Department of Ultrasound, Shanghai First People's Hospital Affiliated to Shanghai Jiao Tong University School of Medicine, Shanghai 200080, P.R. China.
Int J Oncol. 2013 Jul;43(1):151-8. doi: 10.3892/ijo.2013.1921. Epub 2013 Apr 25.

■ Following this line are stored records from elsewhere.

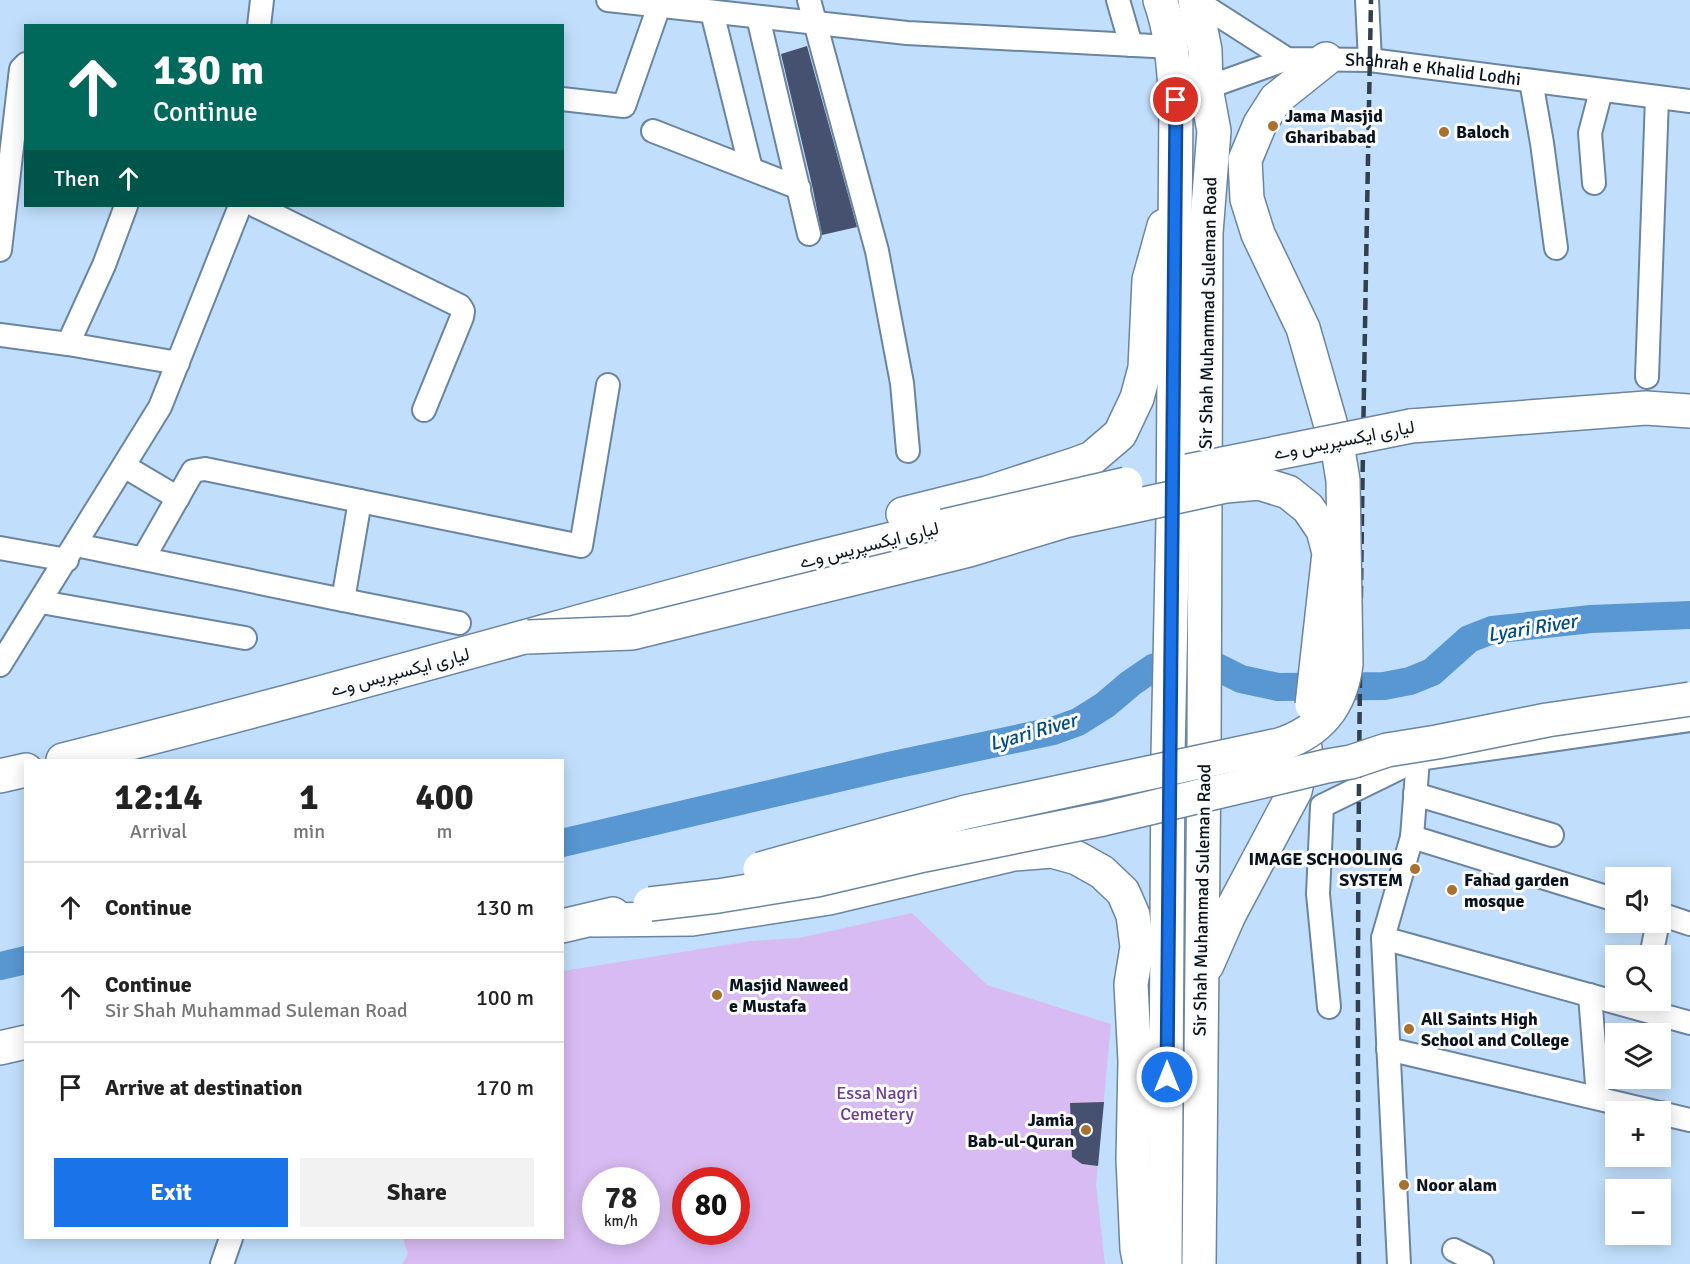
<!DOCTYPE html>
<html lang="en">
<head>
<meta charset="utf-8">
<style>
  :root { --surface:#fff; --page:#f2f2f2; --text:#222; --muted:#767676; --line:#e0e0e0; --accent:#1a73e8 }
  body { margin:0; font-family:Signika,Vazirmatn,sans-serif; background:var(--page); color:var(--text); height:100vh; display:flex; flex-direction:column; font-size:22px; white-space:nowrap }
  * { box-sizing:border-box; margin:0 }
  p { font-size:20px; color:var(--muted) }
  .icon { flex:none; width:33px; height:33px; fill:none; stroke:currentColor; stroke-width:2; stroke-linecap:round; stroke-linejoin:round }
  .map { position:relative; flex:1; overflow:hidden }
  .drawer { position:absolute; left:24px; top:759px; width:540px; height:480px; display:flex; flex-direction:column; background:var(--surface); border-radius:0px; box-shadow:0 3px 15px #0003 }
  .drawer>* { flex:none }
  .banner { position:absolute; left:24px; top:24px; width:540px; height:183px; border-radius:0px; box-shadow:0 3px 15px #0003; background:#00695c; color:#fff; overflow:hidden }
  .buttons { position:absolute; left:1605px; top:867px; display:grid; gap:12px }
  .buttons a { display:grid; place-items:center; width:66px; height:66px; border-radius:0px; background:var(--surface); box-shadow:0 3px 15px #0003; font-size:30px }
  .speed { position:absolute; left:582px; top:1167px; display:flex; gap:12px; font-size:30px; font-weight:700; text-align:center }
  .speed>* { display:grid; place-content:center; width:78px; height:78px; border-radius:50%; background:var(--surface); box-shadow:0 3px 15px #0003; line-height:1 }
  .speed small { font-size:15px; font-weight:400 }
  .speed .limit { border:9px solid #d22; background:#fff; color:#111 }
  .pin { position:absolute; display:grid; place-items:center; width:51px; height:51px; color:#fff; margin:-26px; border:3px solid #fff; border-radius:50%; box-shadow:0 2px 6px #0007 }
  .me { position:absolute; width:66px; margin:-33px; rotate:0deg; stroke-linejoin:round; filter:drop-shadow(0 0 4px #0008) }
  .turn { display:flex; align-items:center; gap:21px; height:126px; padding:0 30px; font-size:27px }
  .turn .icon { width:78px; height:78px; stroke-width:2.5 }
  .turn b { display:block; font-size:42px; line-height:51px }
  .then { display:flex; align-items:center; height:57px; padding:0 30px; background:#0003; gap:12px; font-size:22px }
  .eta { display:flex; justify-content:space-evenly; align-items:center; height:102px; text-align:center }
  .eta b { font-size:36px; font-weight:800; line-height:42px }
  .button { display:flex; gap:12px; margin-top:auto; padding:12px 30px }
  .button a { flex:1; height:69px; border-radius:0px; background:var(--accent); color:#fff; font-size:24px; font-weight:800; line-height:69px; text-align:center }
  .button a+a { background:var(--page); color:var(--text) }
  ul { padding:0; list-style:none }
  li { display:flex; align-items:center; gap:18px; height:90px; padding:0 30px; border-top:2px solid var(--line) }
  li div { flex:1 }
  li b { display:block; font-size:22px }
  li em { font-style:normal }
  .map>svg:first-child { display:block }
  .green { fill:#d8bbf2; fill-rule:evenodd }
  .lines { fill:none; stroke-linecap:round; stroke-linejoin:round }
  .river { stroke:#5897d2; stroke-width:28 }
  .building { fill:#46516f }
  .minor-casing { stroke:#6a85a0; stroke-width:26 }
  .highway-casing { stroke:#6a85a0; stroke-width:36 }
  .minor { stroke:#fff; stroke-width:22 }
  .highway { stroke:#fff; stroke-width:33 }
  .rail { stroke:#32404e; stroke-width:4.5; stroke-dasharray:12 6; stroke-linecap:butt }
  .highway-bridge-casing { stroke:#6a85a0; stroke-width:36; stroke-linecap:butt }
  .highway-bridge { stroke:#fff; stroke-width:33 }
  .route-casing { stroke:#114b97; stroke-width:15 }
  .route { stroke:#1a73e8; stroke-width:10 }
  .poi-dot { fill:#a8712d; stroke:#fcfcfc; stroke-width:2 }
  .labels { text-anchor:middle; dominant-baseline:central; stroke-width:6; stroke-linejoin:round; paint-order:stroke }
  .street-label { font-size:18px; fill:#0a141e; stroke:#fcfcfc }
  .poi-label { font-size:18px; font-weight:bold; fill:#0a141e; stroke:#fcfcfc; text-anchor:start }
  .park-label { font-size:18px; fill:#6e3c92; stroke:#fcfcfc }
  .water-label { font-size:20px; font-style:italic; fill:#004d84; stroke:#fcfcfc }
</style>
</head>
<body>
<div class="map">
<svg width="1690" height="1264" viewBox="0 0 1690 1264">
  <rect width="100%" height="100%" fill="#c1dffc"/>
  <!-- green -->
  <path class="green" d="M912,913l75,72 124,39 -15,160 9,80h-703l6,-10 -5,-16h159l1,-267 188,-30 48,-3zM596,1180h50v52h-50zM686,1180h50v52h-50z"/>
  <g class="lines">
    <!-- river -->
    <g class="river">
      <path d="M562,843l327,-77 164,-35 25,-9 27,-17 26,-22 22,-15 26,-8 30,3 32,16 37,8 106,-1 26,-5 22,-9 37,-33 23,-9 99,-11 99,-4"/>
      <path d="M0,966l26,-6"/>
    </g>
  </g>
  <!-- building -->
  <g class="building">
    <path d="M807,46l50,181 -35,8 -10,-50 -31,-131z"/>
    <path d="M1104,1102l-6,64 -16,-2 -10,-7 -2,-54z"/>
  </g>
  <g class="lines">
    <!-- minor casing -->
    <g class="minor-casing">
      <g id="minor">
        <path d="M608,0l299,33 265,14"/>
        <path d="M809,0l68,251 25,132 6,68"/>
        <path d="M1118,0l13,45"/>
        <path id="s1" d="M1195,0l92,59 83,1 320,41"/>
        <path d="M1367,0l3,60"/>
        <path d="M712,12l39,157"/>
        <path d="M758,17l51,217"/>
        <path d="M259,26l3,-26"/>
        <path d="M1531,81l11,62 14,105"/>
        <path d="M1206,88l81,-29"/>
        <path d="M562,99l62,7 35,-100"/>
        <path d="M653,131l146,57"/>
        <path d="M1594,183l-4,-50 11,-42"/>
        <path d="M256,206l204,100 3,5 -1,6 -38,93"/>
        <path d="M0,250l21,-181 5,-5"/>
        <path d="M0,335l68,9 110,19"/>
        <path d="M68,344l36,-79 22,-59"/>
        <path d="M1647,377l10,-279"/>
        <path d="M124,466l54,32"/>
        <path d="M360,501l221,45 27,-161"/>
        <path d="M76,545l267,55 17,-99 -155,-32 -12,2 -50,88"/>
        <path d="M0,548l67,12"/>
        <path d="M343,600l116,23"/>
        <path d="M41,602l204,36"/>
        <path d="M0,665l160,-258 80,-201"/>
        <path d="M1415,794l137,41"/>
        <path d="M1412,837l204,63"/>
        <path d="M1660,914l30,10"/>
        <path d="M1383,938l307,85"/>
        <path d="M1651,956l7,-34"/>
        <path d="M1590,995l8,102"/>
        <path d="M1329,1007l-11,-113 4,-88 96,-47 272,-39"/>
        <path d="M1388,1049l267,63"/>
        <path d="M1660,1113l30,7"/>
        <path d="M1454,1250l28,14"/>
        <path d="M222,1264l9,-26"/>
        <path d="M1399,1264l-16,-326 29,-101 6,-78"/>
      </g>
    </g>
    <!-- highway casing -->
    <g class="highway-casing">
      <g id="highway">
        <path d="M1160,0c12,33 13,65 16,100l-3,419 -5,237 -3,508"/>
        <path d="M1195,0l10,50 1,38 8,43 -8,102 -2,519 -5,512"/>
        <path d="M1326,59l-50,40 -16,25 -15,36 2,39 11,35 45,94 35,122"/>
        <path d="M1411,426l235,-18 44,3"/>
        <path d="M903,514l84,-21 89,-29 16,-6 28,-24 17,-36 8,-30 4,-88 15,-54"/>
        <path d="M63,760c225,-56 448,-120 672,-181 69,-19 139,-35 209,-53"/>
        <path d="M0,776l26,-6"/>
        <path d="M594,920l98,-1 137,-21 185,-44 38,-3 25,7 25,14 21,20 10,23 4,32 -6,37 4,77 -2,98 4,90 3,15"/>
        <path d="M562,926l51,-12"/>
        <path d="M1207,965l22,-50 66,-124 10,-43"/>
        <path d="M0,1048l26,-6"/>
      </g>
    </g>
    <!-- minor -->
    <use href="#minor" class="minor"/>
    <!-- highway -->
    <use href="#highway" class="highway"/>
    <!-- rail -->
    <path class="rail" d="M1359,1264c-4,-421 4,-843 12,-1264"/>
    <!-- highway-bridge casing -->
    <g class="highway-bridge-casing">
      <g id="highway-bridge">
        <path d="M1188,471l223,-45"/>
        <path d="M944,526l182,-42"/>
        <path d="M528,637l104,-4 337,-83 96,-29 161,-35 33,-3 29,9 20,16 15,22 6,23 -17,152"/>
        <path d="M760,869l206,-57 313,-67c40,-13 62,-38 67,-81l-3,-184 -5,-30"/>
        <path d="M650,904l68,-8 99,-16 107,-25 179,-36 224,-53 24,-4 36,-12 50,-8 110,-22 143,-21"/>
      </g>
    </g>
    <!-- highway-bridge -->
    <use href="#highway-bridge" class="highway-bridge"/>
  </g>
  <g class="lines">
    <!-- route casing -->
    <g class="route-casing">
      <path id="route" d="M1167,1077l9,-977"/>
    </g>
    <!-- route -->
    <use href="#route" class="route"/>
  </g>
  <!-- markers -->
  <g class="poi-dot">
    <circle cx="1273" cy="126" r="6"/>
    <circle cx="1444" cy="132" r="6"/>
    <circle cx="1415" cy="869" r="6"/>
    <circle cx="1452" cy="890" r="6"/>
    <circle cx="717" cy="995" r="6"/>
    <circle cx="1409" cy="1029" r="6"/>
    <circle cx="1086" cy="1130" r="6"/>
    <circle cx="1404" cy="1185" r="6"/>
  </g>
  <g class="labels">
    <!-- street labels -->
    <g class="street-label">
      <text stroke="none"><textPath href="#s1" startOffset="256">Shahrah e Khalid Lodhi</textPath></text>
      <text transform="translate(1208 313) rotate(-89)">Sir Shah Muhammad Suleman Road</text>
      <text transform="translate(1344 440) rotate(-11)">لیاری ایکسپریس وے</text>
      <text transform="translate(869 545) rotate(-14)">لیاری ایکسپریس وے</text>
      <text transform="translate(400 672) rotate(-15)">لیاری ایکسپریس وے</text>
      <text transform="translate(1202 900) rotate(-89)">Sir Shah Muhammad Suleman Raod</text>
    </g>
    <!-- poi labels -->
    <g class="poi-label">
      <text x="1285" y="116">Jama Masjid<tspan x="1285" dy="21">Gharibabad</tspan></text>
      <text x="1456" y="132">Baloch</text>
      <text x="1403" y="859" text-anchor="end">IMAGE SCHOOLING<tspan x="1403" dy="21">SYSTEM</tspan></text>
      <text x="1464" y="880">Fahad garden<tspan x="1464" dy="21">mosque</tspan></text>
      <text x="729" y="985">Masjid Naweed<tspan x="729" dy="21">e Mustafa</tspan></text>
      <text x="1421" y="1019">All Saints High<tspan x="1421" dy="21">School and College</tspan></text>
      <text x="1074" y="1120" text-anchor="end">Jamia<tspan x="1074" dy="21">Bab-ul-Quran</tspan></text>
      <text x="1416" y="1185">Noor alam</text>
    </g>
    <!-- park labels -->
    <g class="park-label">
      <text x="877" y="1093">Essa Nagri<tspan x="877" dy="21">Cemetery</tspan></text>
    </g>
    <!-- water labels -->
    <g class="water-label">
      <text transform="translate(1532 628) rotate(-9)">Lyari River</text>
      <text transform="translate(1033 732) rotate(-16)">Lyari River</text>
    </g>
  </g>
</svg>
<div class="buttons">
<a><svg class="icon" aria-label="sound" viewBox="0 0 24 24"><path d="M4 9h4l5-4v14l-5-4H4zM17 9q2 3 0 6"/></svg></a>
<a><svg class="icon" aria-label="search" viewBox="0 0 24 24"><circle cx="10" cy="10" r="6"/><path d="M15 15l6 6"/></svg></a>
<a><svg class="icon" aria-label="layers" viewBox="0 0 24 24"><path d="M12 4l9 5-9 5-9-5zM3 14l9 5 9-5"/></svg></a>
<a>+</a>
<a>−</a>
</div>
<div class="speed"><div>78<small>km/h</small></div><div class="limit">80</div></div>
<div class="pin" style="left:1176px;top:100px;background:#d93025"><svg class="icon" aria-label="arrive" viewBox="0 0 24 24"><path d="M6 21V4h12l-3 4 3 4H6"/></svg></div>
<svg class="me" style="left:1167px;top:1077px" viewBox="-20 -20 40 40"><circle r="17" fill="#1a73e8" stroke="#fff" stroke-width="3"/><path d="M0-11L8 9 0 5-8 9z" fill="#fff"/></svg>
<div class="banner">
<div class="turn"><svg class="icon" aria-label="ahead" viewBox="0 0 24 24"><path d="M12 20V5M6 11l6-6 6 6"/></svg><div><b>130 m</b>Continue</div></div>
<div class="then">Then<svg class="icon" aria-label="ahead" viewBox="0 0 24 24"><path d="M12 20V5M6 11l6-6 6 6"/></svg></div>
</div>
<section class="drawer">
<div class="eta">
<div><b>12:14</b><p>Arrival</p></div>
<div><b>1</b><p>min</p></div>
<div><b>400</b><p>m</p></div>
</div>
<ul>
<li><svg class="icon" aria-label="ahead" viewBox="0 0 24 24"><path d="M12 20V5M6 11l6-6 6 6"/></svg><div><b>Continue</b></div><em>130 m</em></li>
<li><svg class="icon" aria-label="ahead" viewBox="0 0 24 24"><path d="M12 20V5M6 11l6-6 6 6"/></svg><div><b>Continue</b><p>Sir Shah Muhammad Suleman Road</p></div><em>100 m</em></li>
<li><svg class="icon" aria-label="arrive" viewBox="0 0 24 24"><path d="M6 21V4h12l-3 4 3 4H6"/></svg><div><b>Arrive at destination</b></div><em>170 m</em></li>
</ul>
<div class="button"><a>Exit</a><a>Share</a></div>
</section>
</div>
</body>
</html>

Gene therapy is a potentially viable approach for treating hormone-refractory prostate cancer (HRPC), it requires efficient delivery systems and a target gene. Inducing carcinoma cell apoptosis by inhibition of heat shock protein 70 (HSP70) overexpression has been emerging as an attractive strategy for cancer therapy. In our study, the high tumor-specificity of human telomerase reverse transcriptase (HTERT) expression prompted the use of an HTERT/cytomegalovirus (CMV) chimeric promoter to drive HSP70-ShRNA expression to induce HRPC 22RV1 cell apoptosis. At the same time, sonoporation induced by ultrasound-targeted microbubble destruction (UTMD) was utilized for delivery of plasmid loaded with HTERT/CMV promoter. Our results indicated the combination of sonoporation, low-dose liposomes and HTERT/CMV chimeric promoter as a delivery system has the potential to promote efficient gene transfer with lower cytotoxicity.
基因治疗是治疗激素难治性前列腺癌(HRPC)的一种有潜力的方法,它需要高效的传递系统和靶基因。通过抑制热休克蛋白 70(HSP70)的过表达来诱导癌细胞凋亡已成为癌症治疗的一种有吸引力的策略。在我们的研究中,人端粒酶逆转录酶(hTERT)表达的高肿瘤特异性促使我们使用 hTERT/巨细胞病毒(CMV)嵌合启动子来驱动 HSP70-ShRNA 的表达,从而诱导 HRPC 22RV1 细胞凋亡。同时,利用超声靶向微泡破坏(UTMD)诱导的声孔作用来递送带有 hTERT/CMV 启动子的质粒。我们的结果表明,声孔作用、低剂量脂质体和 hTERT/CMV 嵌合启动子的组合作为一种传递系统具有促进高效基因转移和降低细胞毒性的潜力。